If it dawns on people over the coming decade that a stopping rail service through the town can raise property values in an easy walk or park and ride of the station, and keep some districts out of the slum zone that are at risk of falling into the slum zone, the politics of establishing rail services will start to swing. NIMBY's will be converted into PIMBY's.

I've been accused of being a Marxist, yet while Harpo's my favourite, it's Groucho I'm always quoting.

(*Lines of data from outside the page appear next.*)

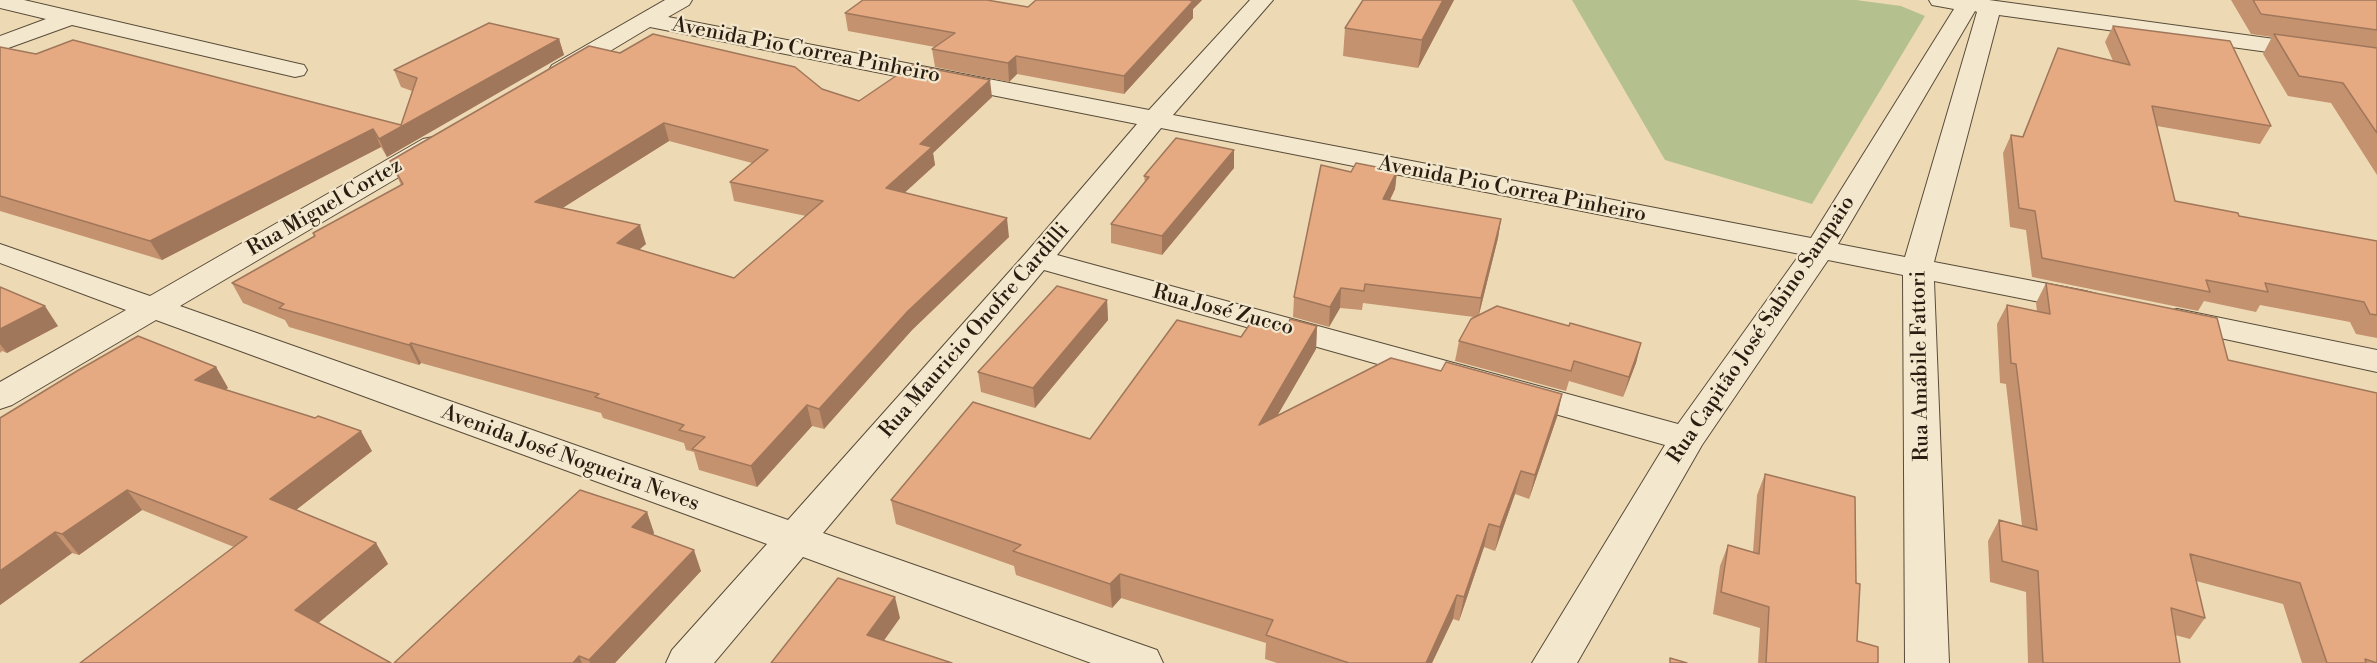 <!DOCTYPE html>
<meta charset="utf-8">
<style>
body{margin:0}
canvas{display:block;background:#eddab4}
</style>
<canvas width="2377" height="663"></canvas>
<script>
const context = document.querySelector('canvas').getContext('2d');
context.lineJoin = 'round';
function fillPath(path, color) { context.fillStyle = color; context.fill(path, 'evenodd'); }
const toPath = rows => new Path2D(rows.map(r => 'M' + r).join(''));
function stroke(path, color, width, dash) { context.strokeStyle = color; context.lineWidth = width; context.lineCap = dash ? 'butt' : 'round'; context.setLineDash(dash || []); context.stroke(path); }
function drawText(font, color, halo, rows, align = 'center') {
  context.font = font + ' "Libre Bodoni",serif'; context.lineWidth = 4.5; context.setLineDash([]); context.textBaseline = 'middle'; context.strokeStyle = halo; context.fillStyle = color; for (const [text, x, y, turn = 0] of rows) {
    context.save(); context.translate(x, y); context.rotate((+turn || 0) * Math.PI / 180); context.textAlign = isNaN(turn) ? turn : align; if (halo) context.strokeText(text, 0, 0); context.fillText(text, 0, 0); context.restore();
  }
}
const green = toPath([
 [1572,0,1856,0,1901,6,1925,16,1812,204,1665,160]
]);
const minor = toPath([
 [0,0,24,0,295,63,304,65,307,70,304,75,295,77,72,25,0,51,0,36,46,19,0,8,0,0],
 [665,0,692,0,689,5,668,17,1149,110,1250,0,1273,0,1173,115,1811,238,1954,9,1932,5,1929,0,1989,0,2377,53,2377,67,1999,15,1934,262,2085,291,2096,294,2101,301,2096,308,2085,311,1934,281,1949,663,1905,663,1903,275,1828,260,1702,445,1577,663,1532,663,1665,445,1044,270,823,533,1157,650,1163,663,1091,663,803,557,714,663,666,663,672,650,767,544,156,320,12,405,0,409,0,382,126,310,0,263,0,244,150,296,423,139,433,137,443,139,446,145,443,151,180,306,788,520,1026,253,1137,124,650,27,570,75,561,77,552,75,549,70,552,65,665,0],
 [1975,11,1977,12,1905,257,1838,244,1975,11],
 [1161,128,1800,254,1678,424,1057,255,1161,128],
 [2177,309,2377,350,2377,372,2165,326,2161,319,2165,312,2177,309]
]);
const wall = toPath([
 [1036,0,1202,0,1193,9,1193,18,1124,94,1017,74,1009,82,935,67,932,49,935,47,848,31,845,13,1028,7],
 [1363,0,1454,0,1418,68,1343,56,1345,28],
 [2231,0,2377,0,2377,175,2331,103,2288,96,2263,54,2272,37,2251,34],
 [2113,26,2271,126,2260,144,2157,126,2175,201,2239,216,2377,241,2377,338,2356,334,2350,322,2260,305,2256,312,2204,301,2198,311,2032,277,2026,230,2010,227,2003,153,2011,135,2022,137,2058,48,2113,61,2105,42],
 [559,39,564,55,387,157,381,147,162,260,0,211,0,47,401,125,412,91,401,87,394,70],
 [620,53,822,89,859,101,992,97,933,153,935,165,904,193,1009,237,912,330,824,429,812,426,757,487,699,470,694,452,686,450,684,443,603,418,601,413,421,363,419,365,289,327,285,320,243,303,232,283,315,237,401,185,390,161],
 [669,141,752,163,730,182,734,201,806,216,734,278,639,250,646,244,562,208],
 [1234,168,1162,255,1111,243,1111,224,1145,182,1144,176],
 [1397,171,1395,189,1390,200,1501,219,1498,238,1479,315,1569,326,1641,343,1636,363,1623,397,1569,381,1566,391,1455,361,1459,341,1474,317,1363,303,1362,310,1340,308,1329,327,1293,317,1294,297,1351,172],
 [2046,283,2228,360,2377,663,2302,663,2283,604,2196,581,2205,618,2190,639,2175,635,2180,663,2028,663,2026,592,1990,582,1988,541,1999,520,2022,526,2006,384,2000,383,1997,324,2007,305,2037,311,2036,303],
 [0,287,58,326,7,353,2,351,0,353],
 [1107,300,1108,320,1035,408,981,392,978,372],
 [1317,326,1316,349,1277,416,1441,371,1562,394,1557,417,1529,499,1515,494,1495,551,1484,547,1459,621,1453,619,1432,663,1277,663,1265,659,1266,643,1121,598,1112,608,1016,575,1014,566,896,524,891,500,1090,439,1241,337],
 [216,367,228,388,225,389,372,451,296,510,376,543,388,564,318,623,80,663,234,547,142,510,79,555,72,553,0,605,0,418],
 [1765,474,1857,641,1878,663,1758,663,1760,628,1713,614,1720,566,1728,545,1753,552,1757,495],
 [647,512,654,533,653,535,701,571,615,663,394,663]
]);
const shadedWall = toPath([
 [1185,0,1202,0,1193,9,1193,18,1124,94,1124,76],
 [1443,0,1454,0,1418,68,1422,40],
 [559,39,564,55,387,157,379,139],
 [1016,56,1017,74,1009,82,1008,63],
 [990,80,992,97,933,153,935,165,889,207,886,188,920,144],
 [664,123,669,141,542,221,535,202],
 [373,129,381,147,162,260,150,241],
 [1234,150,1234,168,1162,255,1162,236],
 [1397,171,1395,189,1381,218,1383,199],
 [1007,218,1009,237,912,330,824,429,819,409,908,311],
 [1501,219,1498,238,1478,318,1481,298],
 [640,225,646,244,623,262,617,243],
 [1341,288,1340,308,1329,327,1330,307],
 [1107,300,1108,320,1035,408,1033,388],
 [45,306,58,326,7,353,0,344,0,329],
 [1317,326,1316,349,1258,449,1259,425],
 [411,343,421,363,419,365,409,345],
 [1641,343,1636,363,1623,397,1629,377],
 [216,367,228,388,208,400,195,380],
 [1562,394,1557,417,1529,499,1535,475],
 [807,405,812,426,757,487,751,466],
 [361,431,372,451,283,520,270,499],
 [1521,471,1515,494,1495,551,1500,527],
 [127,490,142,510,79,555,62,534],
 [647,512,654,533,640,548,632,527],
 [1489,524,1484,547,1459,621,1464,597],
 [55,532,72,553,0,605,0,571],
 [376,543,388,564,309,631,295,610],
 [694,550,701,571,615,663,590,663,589,660],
 [1120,574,1121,598,1112,608,1110,584],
 [1457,595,1453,619,1432,663,1426,663],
 [895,597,900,618,873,656,867,635],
 [579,656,582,663,573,663]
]);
const building = toPath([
 [863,0,987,0,1028,7,1036,0,1189,0,1193,1,1124,76,1016,56,1008,63,932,49,955,33,845,13,863,0],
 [1363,0,1443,0,1422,40,1345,28,1363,0],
 [2253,0,2377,0,2377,30,2261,14,2253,0],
 [489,23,559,39,379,139,373,129,150,241,0,196,0,47,36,54,73,40,401,125,417,78,394,70,489,23],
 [2113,26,2230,41,2271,126,2152,106,2175,201,2238,213,2239,216,2377,241,2377,315,2370,314,2364,302,2265,283,2268,292,2206,280,2210,292,2042,258,2035,211,2019,208,2011,135,2023,137,2058,48,2130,65,2113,26],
 [653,34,795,67,822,89,859,101,912,65,990,80,920,144,932,147,886,188,1007,218,908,311,819,409,807,405,751,466,692,449,705,437,679,430,684,425,595,397,599,394,411,343,409,345,279,308,284,304,232,283,315,236,313,233,403,184,390,161,589,46,620,53,653,34],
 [664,123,768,150,730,182,823,201,734,278,617,243,640,225,535,202,664,123],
 [2274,34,2377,48,2377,133,2343,83,2299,76,2274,34],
 [1176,138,1234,150,1162,236,1111,224,1149,177,1144,176,1176,138],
 [1356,163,1397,171,1383,199,1501,219,1481,298,1365,284,1364,291,1341,288,1330,307,1294,297,1321,165,1351,172,1356,163],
 [2046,283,2217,318,2228,360,2377,393,2377,663,2365,659,2366,663,2327,663,2300,583,2190,554,2205,618,2171,608,2180,663,2043,663,2038,571,2002,561,1999,520,2037,530,2016,364,2011,363,2007,305,2050,314,2046,283],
 [1057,286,1107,300,1033,388,978,372,1057,286],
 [0,287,45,306,0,329,0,287],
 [1497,306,1569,326,1570,323,1641,343,1629,377,1574,361,1571,371,1459,341,1471,319,1497,306],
 [1290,319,1317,326,1259,425,1391,358,1441,371,1446,362,1562,394,1535,475,1521,471,1500,527,1489,524,1464,597,1457,595,1426,663,1349,663,1266,635,1273,620,1120,574,1110,584,1013,551,1021,545,891,500,973,402,1090,439,1177,320,1241,337,1252,321,1287,330,1290,319],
 [138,336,216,367,195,380,315,418,318,416,361,431,270,499,376,543,295,610,391,663,80,663,247,537,127,490,62,534,55,532,0,571,0,418,77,371,138,336],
 [1765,474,1855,497,1856,583,1860,584,1857,641,1878,647,1878,663,1766,663,1769,607,1721,592,1728,545,1759,554,1765,474],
 [580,490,647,512,632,527,694,550,589,660,579,656,573,663,394,663,580,490],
 [838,578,895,597,867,635,952,663,771,663,838,578],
 [1670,658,1687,663,1670,663,1670,658]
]);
const streetNames = [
 ["Avenida Pio Correa Pinheiro",806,51,11],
 ["Avenida Pio Correa Pinheiro",1512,190,11],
 ["Rua Miguel Cortez",325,208,-30],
 ["Rua José Zucco",1223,311,15],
 ["Rua Capitão José Sabino Sampaio",1762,330,-56],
 ["Rua Mauricio Onofre Cardilli",975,331,-49],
 ["Rua Amábile Fattori",1921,366,-91],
 ["Avenida José Nogueira Neves",570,459,20]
];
fillPath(green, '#b5c08f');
stroke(minor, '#594c39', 2);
fillPath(minor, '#f3e7ce');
fillPath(wall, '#c59270');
fillPath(shadedWall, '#a0775b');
fillPath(building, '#e5aa82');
stroke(building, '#a0775b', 1.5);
drawText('21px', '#281d10', '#f3e7ce', streetNames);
</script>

Odd, that.

by BruceMcF (agila61 at netscape dot net) on Wed Jun 17th, 2009 at 02:36:11 PM EST
[ Parent ]
Rail service indeed.

Instead, urban planning of the 60s designed highways that tore through neighborhoods and allowed business people quick exits to the suburbs.

Ironically, those businesspeople have now had to move farther out as their first ring suburbs deteriorated, and even the water and sewage lines (made out of cheaper materials) began to burst. We had a snowstorm here that caused flooding a few years ago, and these first ring burbs were without water because their systems couldn't take the pressure.

Meanwhile, the city rolls along with 150 year old pipes made of lead coated with all kinds of sediment. They've never had to dig up the system in a century and a half.